• **WORK ITEM**
Pull each line containing "bottom" from the data.

• **INPUT MATERIAL**
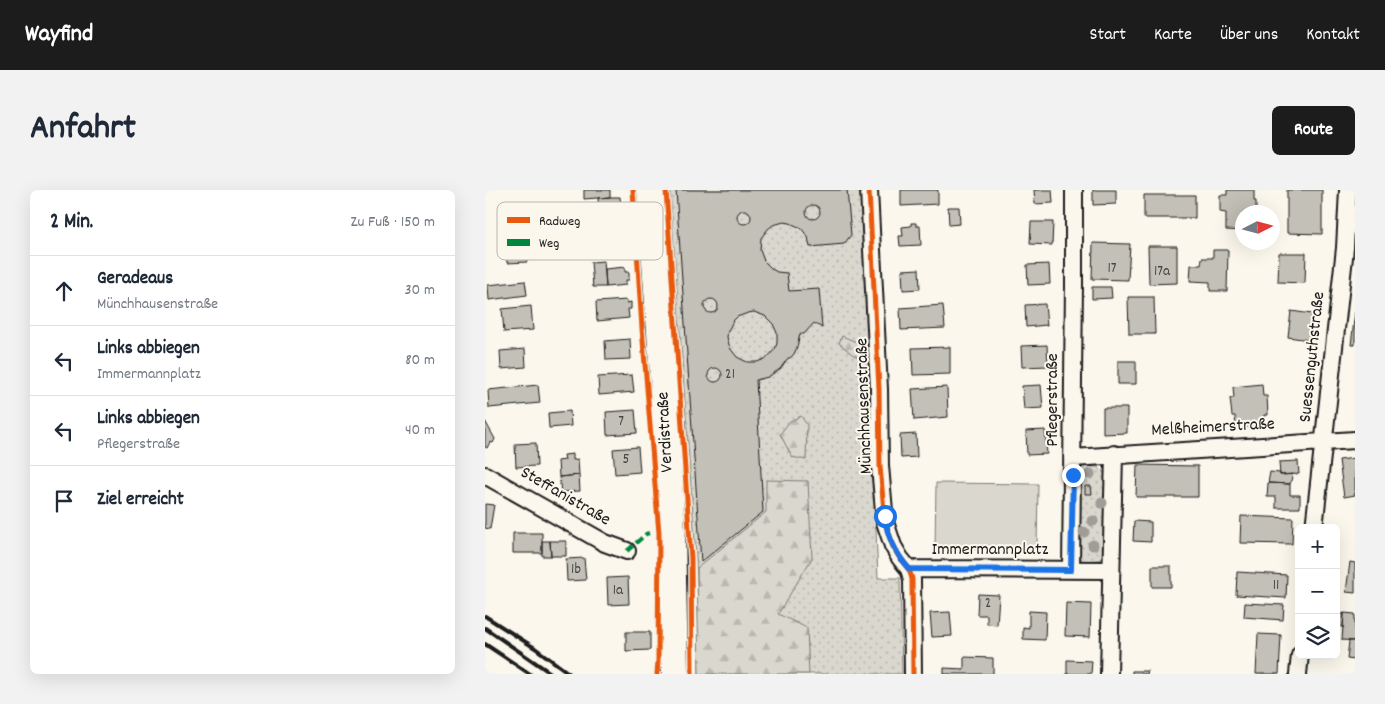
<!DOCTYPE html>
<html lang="de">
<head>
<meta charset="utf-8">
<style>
  :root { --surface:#fff; --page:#f2f2f3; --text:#1f2937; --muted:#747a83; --line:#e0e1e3; --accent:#1c1c1c }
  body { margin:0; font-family:Dekko,sans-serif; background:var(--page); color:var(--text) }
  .controls { position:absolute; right:15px; bottom:15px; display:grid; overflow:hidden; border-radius:8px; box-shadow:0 5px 20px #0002 }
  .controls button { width:45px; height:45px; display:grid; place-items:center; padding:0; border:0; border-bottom:1px solid var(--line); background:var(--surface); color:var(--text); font:25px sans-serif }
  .compass { position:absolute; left:750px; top:15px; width:45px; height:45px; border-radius:50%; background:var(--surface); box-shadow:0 5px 20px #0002; rotate:84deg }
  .stop { position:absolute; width:15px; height:15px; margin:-11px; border:4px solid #1a73e8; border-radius:50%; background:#fff }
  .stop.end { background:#1a73e8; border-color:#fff; box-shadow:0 1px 5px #0008 }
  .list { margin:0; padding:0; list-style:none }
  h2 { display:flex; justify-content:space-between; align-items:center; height:65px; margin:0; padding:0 20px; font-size:21px }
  h2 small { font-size:16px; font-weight:400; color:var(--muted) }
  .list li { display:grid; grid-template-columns:32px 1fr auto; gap:15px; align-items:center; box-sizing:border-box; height:70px; padding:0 20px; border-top:1px solid var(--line) }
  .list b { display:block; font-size:19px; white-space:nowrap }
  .list p { margin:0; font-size:16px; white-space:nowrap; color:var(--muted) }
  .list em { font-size:16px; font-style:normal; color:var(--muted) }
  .icon { flex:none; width:28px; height:28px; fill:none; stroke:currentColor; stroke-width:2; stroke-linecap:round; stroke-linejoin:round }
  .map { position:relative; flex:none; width:870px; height:484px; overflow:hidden; border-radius:8px }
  header { display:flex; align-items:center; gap:30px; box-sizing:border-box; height:70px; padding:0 25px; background:var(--accent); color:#fff }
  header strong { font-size:24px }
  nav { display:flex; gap:28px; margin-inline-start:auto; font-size:18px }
  .intro { display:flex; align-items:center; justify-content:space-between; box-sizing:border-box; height:120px; padding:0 30px }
  h1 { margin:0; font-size:35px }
  .button { padding:12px 22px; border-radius:8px; background:var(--accent); color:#fff; font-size:18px; font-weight:700 }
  main { display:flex; gap:30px; padding:0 30px }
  aside { flex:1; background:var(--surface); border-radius:8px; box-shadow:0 5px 20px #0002 }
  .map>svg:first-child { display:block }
  .grass { fill:url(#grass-dots); stroke:#7b7a75 }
  .forest { fill:url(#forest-firs); stroke:#7b7a75 }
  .pitch { fill:#dad7ce; stroke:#7b7a75 }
  .building { fill:#c3c0b8; stroke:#1c1c1c; fill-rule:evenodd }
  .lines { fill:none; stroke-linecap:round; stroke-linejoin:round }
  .street-casing { stroke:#1c1c1c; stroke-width:20 }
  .primary-casing { stroke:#1c1c1c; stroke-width:30 }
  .street { stroke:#fbf7ec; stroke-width:16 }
  .primary { stroke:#fbf7ec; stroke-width:26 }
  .rail { stroke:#1c1c1c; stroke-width:4 }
  .quiet { stroke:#00873e; stroke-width:4; stroke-dasharray:8 4; stroke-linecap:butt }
  .cycleway-casing { stroke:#fbf7ec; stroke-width:8 }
  .cycleway { stroke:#e8590c; stroke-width:5 }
  .tree { fill:#a09d97 }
  .route { stroke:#1a73e8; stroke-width:6 }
  .labels { text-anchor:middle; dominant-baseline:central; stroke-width:4; stroke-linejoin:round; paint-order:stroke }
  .number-label { font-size:15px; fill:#464543 }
  .street-label { font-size:18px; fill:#1c1c1c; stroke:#fbf7ec }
  .key { fill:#fbf7ec; stroke:#b8b5ae; stroke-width:1 }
  .key-label { font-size:14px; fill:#1c1c1c }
</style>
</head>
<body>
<header>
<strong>Wayfind</strong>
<nav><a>Start</a><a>Karte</a><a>Über uns</a><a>Kontakt</a></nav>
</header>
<div class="intro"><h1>Anfahrt</h1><a class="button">Route</a></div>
<main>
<aside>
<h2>2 Min.<small>Zu Fuß · 150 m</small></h2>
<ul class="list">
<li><svg class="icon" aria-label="ahead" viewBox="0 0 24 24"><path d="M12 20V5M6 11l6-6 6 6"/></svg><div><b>Geradeaus</b><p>Münchhausenstraße</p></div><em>30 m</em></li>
<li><svg class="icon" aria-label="left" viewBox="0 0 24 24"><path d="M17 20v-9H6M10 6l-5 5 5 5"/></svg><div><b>Links abbiegen</b><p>Immermannplatz</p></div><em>80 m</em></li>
<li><svg class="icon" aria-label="left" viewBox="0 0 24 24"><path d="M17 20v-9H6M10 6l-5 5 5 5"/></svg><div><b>Links abbiegen</b><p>Pflegerstraße</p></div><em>40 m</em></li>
<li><svg class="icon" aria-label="arrive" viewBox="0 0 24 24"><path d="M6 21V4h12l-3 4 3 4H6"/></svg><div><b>Ziel erreicht</b></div></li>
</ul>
</aside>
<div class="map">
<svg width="870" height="484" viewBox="0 0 870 484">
  <defs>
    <pattern id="grass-dots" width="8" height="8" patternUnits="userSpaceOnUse" patternTransform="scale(1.25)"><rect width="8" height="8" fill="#dad7ce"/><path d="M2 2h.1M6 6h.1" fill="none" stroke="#bab8b0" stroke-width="1.8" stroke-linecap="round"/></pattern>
    <pattern id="forest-firs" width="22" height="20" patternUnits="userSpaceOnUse" patternTransform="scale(1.25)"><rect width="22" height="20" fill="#dad7ce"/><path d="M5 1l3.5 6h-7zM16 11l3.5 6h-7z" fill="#bab8b0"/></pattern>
  </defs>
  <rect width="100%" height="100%" fill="#fbf7ec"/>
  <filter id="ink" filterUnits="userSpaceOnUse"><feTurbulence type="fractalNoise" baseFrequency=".02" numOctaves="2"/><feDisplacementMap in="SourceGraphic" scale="10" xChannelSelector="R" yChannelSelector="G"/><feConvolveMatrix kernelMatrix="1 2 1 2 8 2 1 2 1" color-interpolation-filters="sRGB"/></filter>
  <g filter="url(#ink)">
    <path class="grass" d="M185 0H377L393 388H415L417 484H214V443L211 367Z
      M599 276 613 277 621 285 618 365 615 370 597 371 593 364 594 279Z"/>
    <path class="forest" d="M357 146 376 154 381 171 367 164 354 153Z
      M316 226 322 235 321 270 307 267 295 244 305 231Z
      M281 290 323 291 327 368 293 424 322 438 324 484H214L212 378 281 322Z"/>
    <path class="pitch" d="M451 293 553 294 552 360 450 359Z"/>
    <path class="building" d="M99 0H125V7L99 9Z
      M191 0H362L366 45 359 54 325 57 323 47 316 38 305 33 299 32 288 35 283 39 276 48 275 60 279 71 287 79 292 82 302 83 304 101 334 99 337 138 329 133 319 144H315L312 157 309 164 305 168H303L295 179 283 187 271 190 278 322 216 372ZM269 122 280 126 288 134 292 143V153L290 159 282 168 272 172H262L252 167 245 158 242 147 243 141 248 131 252 127 263 123Z
      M416 0H453V14L416 16Z
      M549 0H567L568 13 550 14Z
      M608 0H631V14L608 15Z
      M742 0H769V11H771V20H769V22H758V41L741 40V23L735 22V5H742Z
      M802 0H837V44L802 43Z
      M659 5H710V28H659Z
      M125 7H135L137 25H129L130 29H124L123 26 114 27 113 8Z
      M321 22a7 7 0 1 1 14 0a7 7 0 1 1-14 0Z
      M463 17H474L475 34 464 35Z
      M252 27a7 7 0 1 1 14 0a7 7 0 1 1-14 0Z
      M546 32H568L567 55 545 54Z
      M426 33H431V36H435L436 55 415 56 414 46H418L417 37 426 36Z
      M608 53 645 54 643 90 607 89Z
      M40 54 42 72 22 73 21 56Z
      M663 56H692V93L664 94Z
      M728 60H743L742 101H725V92L705 91 706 75H716L717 68H728Z
      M794 63H821L820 93 793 92Z
      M119 71 121 97H108L106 72Z
      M564 74 565 94 543 95 542 75Z
      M140 77V82H144V90H141V95L121 97 120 79Z
      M434 79 435 99 418 100 417 80Z
      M40 91 42 105 4 110 3 95Z
      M607 97H626L627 108 607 109Z
      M643 107H669L670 144H644Z
      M219 116a7 7 0 1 1 14 0a7 7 0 1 1-14 0Z
      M142 110V113L146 112V119H143L144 128 112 131 111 112Z
      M560 114 562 135 541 137 540 115Z
      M458 115 460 138 416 140 415 118Z
      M46 116 48 140 19 142 17 119Z
      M806 121 827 124 824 150 803 147Z
      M870 122V155H866Z
      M145 149 146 169 121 170 120 151Z
      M562 155 563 176 537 177 536 156Z
      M465 157V184L428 185 427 158Z
      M40 159 41 177 16 179 15 161Z
      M633 171H651V194H633Z
      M223 185a7 7 0 1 1 14 0a7 7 0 1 1-14 0Z
      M147 185 149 202 114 205 113 187Z
      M777 194 778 206H782L783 225H779L780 236 751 238 750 226H747L745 208H749L748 197Z
      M53 195 55 213 4 218 3 200Z
      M556 195 558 218 539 219 537 196Z
      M462 197 463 227 429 230 427 199Z
      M618 218H642V243L618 244Z
      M150 220 152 243 122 245 121 222Z
      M85 221 86 236 64 238 63 223Z
      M0 231 10 249 8 253 5 252 2 258 0 257Z
      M560 240 562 264 542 265 541 241Z
      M431 244 432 267 416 268 415 245Z
      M51 253 52 276 31 277 30 254Z
      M153 257 155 282 130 284 128 259Z
      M88 264V270L93 269 94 285 74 287 73 271 80 270 79 265Z
      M870 268V305L859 307 854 270Z
      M813 271 814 284 795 285 794 272Z
      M652 275 713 276V307H651Z
      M785 282 795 283V285L808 284 805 294 783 293Z
      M94 285 95 301 76 302 74 287Z
      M783 293 805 294V305H815V318H791V307H782Z
      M600 296H606L607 304H600Z
      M0 314 9 315 5 339 0 338Z
      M756 326 808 328 807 354 755 353Z
      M649 331 666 332V352L648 351Z
      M28 343H57V363H28Z
      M57 351H65L66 366H57Z
      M65 351H81V366H66Z
      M99 368 101 390 82 391 81 369Z
      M865 372 870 373V403L861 402Z
      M667 376H686V397H667Z
      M752 382 802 385 801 408 751 405Z
      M143 387 144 414 123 415 122 388Z
      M493 404 514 405 512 435 502 434V425H492Z
      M581 413 606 414 605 447 580 446Z
      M760 413 799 415 798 430 759 427Z
      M544 421 561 422 560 450 538 449V437L544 438Z
      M465 422 467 446 447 447 445 423Z
      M859 423 870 424V451L857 450Z
      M859 423 858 438 853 435V428L857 424Z
      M141 442H165V460L141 461Z
      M773 444 796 445 794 484H771Z
      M864 451H870V470L862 469Z
      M479 467 508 468V484H459V478L479 479Z
      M582 470 607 471 606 484H582Z
      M647 481H663L662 484H647Z"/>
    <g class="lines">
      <defs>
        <path id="street" d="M384 0 394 199 395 276 400 332 408 356 415 368 424 379 427 389 428 484
          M588 268 870 250
          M0 285 120 353 142 361
          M829 338 860 58 863 0
          M424 379 626 380
          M586 380 589 94V0
          M624 484 629 264
          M813 484 815 465"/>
        <path id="primary" d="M165 0 178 185 187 342 190 484"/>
      </defs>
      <use href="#street" class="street-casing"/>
      <use href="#primary" class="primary-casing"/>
      <use href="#street" class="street"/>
      <use href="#primary" class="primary"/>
      <path class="rail" d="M0 426 50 458 85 484
        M0 438 67 484
        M0 454 45 484"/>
      <path class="quiet" d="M142 361 161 344 164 343"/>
      <defs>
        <path id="cycleway" d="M148 0 157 138 174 343 173 471 172 484
          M181 0 206 368 207 484
          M384 0 394 199 395 276 400 332 408 356 415 368 424 379 427 389 428 484"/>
      </defs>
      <use href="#cycleway" class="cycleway-casing"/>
      <use href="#cycleway" class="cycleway"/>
    </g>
    <g class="tree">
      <circle cx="605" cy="284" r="5.5"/>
      <circle cx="617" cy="313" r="5.5"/>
      <circle cx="608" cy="331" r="5.5"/>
      <circle cx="599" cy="342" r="5.5"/>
      <circle cx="608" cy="355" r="5.5"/>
    </g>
  </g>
  <g class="lines" filter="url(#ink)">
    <path class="route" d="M400 326C402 346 411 364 424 379L586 380 588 285"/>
  </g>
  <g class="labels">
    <g class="number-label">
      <text x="627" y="79">17</text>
      <text x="677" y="82">17a</text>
      <text x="245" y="185">21</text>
      <text x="136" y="232">7</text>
      <text x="141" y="270">5</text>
      <text x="91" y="380">1b</text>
      <text x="791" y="396">11</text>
      <text x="133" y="401">1a</text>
      <text x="503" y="414">2</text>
    </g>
    <g class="street-label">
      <text transform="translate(828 167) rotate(-84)">Suessenguthstraße</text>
      <text transform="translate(568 210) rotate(-90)">Pflegerstraße</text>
      <text transform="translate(380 216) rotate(-92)">Münchhausenstraße</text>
      <text transform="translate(728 238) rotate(-3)">Melßheimerstraße</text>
      <text transform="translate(181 242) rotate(-93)">Verdistraße</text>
      <text transform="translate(80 307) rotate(30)">Steffanistraße</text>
      <text x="505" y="360">Immermannplatz</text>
    </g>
  </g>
  <rect x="12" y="12" width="166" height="58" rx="8" class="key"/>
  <rect x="22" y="27" width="23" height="6" fill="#e8590c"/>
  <rect x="22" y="49" width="23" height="7" fill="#00873e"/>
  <g class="key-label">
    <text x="54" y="35">Radweg</text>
    <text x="54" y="57">Weg</text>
  </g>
</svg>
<div class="controls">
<button>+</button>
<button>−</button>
<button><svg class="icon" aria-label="layers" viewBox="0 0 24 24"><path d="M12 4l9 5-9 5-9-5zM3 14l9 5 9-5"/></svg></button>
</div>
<svg class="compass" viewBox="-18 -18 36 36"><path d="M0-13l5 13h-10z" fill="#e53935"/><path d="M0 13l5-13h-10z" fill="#747a83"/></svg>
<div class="stop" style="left:400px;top:326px"></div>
<div class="stop end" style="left:588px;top:285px"></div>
</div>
</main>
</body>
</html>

• **WRITTEN RESPONSE**
  .controls { position:absolute; right:15px; bottom:15px; display:grid; overflow:hidden; border-radius:8px; box-shadow:0 5px 20px #0002 }
  .controls button { width:45px; height:45px; display:grid; place-items:center; padding:0; border:0; border-bottom:1px solid var(--line); background:var(--surface); color:var(--text); font:25px sans-serif }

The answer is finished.